Closed coderholic closed 9 years ago
It's just for performance. I figured since the data sets are huge, it would be better to split them up into multiple tables, with the 70MB postal codes split by country and the 250MB alternate names split by language and geotype.
I figured that for most queries on a postal code you would be searching a specific country for a code, rather than searching all countries for a code. With this setup the primary keys can be the codes themselves.
Similarly for alternate names I figured in the general case you would be targeting a specific geotype and language (ex. alt names of a City in French) rather than searching through all geotypes and languages. Under this setup each alternate name can have a direct foreign key to its geotype, whereas under one table it would have to use a GenericForeignKey, and then Country, City, etc. would all need a reverse GenericRelation. Users are also browsing your site in one language, and you're usually querying one language at a time (ex. if you detect Japanese characters in the input then search the Japanese table), so I've optimized the database design for querying one language at a time.
The downside to this approach is a plurality of tables and some limitations on cross-country, cross-language searching.
The magic definitely makes the code harder to read, and harder to maintain (eg. Postalcode can't take advantage of the new Place base class), so I'd really like to explore ways of replacing it.

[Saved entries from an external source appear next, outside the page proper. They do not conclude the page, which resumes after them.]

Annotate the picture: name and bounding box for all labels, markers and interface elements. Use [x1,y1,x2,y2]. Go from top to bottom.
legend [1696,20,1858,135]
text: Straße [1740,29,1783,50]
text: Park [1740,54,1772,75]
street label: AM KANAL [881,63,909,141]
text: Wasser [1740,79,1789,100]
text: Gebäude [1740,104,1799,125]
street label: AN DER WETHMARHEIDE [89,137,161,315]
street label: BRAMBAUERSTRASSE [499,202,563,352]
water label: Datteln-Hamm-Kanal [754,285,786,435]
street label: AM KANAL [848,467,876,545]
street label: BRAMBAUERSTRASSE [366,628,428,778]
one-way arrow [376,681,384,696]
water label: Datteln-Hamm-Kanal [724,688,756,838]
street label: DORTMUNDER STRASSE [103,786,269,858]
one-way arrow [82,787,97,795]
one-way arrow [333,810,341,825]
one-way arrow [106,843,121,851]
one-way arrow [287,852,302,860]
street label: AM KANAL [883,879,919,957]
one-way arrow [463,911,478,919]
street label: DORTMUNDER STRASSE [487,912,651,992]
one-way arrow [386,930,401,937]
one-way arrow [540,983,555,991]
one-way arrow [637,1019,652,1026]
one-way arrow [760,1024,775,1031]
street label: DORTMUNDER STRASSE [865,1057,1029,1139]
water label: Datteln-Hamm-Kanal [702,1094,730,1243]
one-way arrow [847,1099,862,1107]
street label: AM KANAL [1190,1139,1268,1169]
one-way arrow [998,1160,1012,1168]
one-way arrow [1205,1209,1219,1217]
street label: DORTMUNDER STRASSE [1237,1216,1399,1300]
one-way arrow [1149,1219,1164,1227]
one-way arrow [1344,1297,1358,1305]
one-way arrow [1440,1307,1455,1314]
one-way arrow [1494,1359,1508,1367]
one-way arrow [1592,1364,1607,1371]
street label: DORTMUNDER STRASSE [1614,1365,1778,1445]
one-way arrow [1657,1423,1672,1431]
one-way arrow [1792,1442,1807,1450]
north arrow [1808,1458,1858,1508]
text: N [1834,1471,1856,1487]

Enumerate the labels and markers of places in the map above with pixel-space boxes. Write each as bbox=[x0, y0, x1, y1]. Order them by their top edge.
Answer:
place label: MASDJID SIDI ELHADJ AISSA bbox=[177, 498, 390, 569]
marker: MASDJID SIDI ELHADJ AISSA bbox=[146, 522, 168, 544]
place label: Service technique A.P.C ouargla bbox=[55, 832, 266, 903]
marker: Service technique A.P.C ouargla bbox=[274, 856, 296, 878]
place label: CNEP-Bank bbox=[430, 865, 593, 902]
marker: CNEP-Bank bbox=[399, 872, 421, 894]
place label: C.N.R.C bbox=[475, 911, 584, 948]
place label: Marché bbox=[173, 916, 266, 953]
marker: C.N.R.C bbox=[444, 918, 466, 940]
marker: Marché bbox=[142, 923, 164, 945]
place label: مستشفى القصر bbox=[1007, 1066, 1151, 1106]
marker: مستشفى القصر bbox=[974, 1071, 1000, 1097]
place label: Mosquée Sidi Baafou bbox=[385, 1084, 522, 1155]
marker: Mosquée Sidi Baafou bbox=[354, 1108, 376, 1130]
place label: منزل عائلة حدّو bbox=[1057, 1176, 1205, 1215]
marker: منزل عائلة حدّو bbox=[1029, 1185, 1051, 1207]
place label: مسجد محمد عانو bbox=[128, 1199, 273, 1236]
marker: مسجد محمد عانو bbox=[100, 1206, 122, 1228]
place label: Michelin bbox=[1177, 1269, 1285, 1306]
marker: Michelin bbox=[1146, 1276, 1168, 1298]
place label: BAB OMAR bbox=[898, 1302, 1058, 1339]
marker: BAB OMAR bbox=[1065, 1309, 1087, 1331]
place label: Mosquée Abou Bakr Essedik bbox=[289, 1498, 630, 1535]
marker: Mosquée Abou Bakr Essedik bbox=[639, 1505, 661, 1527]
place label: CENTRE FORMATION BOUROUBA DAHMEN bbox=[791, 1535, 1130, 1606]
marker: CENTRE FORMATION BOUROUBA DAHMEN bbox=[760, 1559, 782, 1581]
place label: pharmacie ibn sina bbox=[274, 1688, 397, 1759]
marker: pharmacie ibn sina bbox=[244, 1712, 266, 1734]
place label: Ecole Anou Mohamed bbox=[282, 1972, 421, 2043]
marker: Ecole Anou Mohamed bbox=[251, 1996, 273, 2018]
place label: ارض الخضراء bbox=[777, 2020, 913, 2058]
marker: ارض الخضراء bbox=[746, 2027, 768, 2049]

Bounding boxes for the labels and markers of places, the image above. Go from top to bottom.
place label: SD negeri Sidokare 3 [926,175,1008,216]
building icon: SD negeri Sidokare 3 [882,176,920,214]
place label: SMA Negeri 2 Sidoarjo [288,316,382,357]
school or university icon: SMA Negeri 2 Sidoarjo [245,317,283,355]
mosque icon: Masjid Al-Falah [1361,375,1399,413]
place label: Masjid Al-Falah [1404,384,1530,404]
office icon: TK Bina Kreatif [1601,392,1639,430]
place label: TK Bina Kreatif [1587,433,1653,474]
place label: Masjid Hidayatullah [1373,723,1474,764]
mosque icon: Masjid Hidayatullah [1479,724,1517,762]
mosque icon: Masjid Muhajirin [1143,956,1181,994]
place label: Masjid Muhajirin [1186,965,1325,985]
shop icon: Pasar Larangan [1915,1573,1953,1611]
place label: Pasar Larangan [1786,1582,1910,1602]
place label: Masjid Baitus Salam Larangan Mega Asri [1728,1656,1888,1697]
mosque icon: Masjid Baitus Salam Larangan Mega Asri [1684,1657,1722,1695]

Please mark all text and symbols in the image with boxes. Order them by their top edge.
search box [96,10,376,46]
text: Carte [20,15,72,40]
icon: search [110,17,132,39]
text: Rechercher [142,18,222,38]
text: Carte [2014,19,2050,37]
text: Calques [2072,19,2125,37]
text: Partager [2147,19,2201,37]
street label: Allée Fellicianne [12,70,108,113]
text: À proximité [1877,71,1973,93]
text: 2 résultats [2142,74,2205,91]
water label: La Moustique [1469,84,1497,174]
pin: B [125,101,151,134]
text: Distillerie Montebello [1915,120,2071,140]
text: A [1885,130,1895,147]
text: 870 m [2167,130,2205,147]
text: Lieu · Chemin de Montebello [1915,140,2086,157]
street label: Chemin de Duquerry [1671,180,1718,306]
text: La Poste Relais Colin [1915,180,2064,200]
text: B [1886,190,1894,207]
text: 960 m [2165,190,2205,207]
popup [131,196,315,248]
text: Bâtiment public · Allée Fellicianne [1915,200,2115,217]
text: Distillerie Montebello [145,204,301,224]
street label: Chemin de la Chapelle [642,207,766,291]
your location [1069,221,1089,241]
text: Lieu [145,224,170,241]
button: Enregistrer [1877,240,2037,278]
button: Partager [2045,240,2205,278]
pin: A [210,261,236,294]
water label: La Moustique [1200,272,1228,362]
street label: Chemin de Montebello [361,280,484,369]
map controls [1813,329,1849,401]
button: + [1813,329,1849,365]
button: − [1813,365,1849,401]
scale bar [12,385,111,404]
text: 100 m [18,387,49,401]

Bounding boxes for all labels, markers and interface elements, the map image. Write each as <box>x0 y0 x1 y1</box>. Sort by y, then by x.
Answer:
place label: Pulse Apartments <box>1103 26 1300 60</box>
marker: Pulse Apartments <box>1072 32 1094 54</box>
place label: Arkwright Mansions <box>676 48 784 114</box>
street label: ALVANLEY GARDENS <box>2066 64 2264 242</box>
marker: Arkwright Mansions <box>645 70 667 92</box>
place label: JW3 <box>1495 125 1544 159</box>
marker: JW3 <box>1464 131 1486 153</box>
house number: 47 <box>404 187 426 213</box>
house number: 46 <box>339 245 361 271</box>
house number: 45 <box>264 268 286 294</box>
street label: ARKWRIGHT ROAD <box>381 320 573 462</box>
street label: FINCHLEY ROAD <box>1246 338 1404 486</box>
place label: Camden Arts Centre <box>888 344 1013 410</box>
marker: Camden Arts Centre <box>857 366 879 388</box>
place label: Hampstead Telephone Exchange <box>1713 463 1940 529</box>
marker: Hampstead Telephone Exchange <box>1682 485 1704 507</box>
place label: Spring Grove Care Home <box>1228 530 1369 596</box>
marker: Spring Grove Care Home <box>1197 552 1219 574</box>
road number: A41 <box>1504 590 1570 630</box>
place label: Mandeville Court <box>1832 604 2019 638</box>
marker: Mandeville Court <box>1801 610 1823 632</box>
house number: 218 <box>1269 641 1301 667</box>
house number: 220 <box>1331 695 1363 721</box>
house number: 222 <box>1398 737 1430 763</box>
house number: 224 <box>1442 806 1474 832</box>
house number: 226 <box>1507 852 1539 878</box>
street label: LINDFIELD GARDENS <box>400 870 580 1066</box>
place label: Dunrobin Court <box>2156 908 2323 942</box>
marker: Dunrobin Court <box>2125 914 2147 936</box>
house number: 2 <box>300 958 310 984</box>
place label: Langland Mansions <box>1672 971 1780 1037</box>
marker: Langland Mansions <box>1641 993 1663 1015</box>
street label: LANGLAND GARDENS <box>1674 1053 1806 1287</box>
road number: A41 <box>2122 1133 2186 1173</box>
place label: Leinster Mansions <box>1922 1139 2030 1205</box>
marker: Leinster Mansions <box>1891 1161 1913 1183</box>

For PostalCode it's not too much of a problem. You'll get just as good performance as separate tables by putting a composite key on code and country. The only downside is that Django still doesn't support composite primary keys. To ensure consistent and unique primary keys we could have a Save method that sets the pk to the concatenation of code and country, or generate a hash or UUID based on the code and country. It's not ideal to have duplicate data I think it's preferable to the magic, not to mention the other benefits of having all of the postcode data in a single table.
For AlternativeNames it is a little more complicated due to the GenericForeignKey (although the performance of that won't be so bad with the new prefetch_related in Django 1.4). We could have an AlternativeName base class, and then a separate AlternativeName class for each geotype (eg. CityAlternativeName, RegionAlternativeName etc). A simpler approach might be to have AlternativeName as a ManyToManyField on the Place base class, and then Django will automatically create tables for each pairing, with the tradeoff that there's no database constraint to enforce a single AlternativeName to a single Place, and only one AlternativeName and locale pair for a single Place. I think my preference is probably to go with a GenericForeignKey, as it makes the least compromises, gives the cleanest code, and with prefetch_related I think the performance should be good enough for most use cases.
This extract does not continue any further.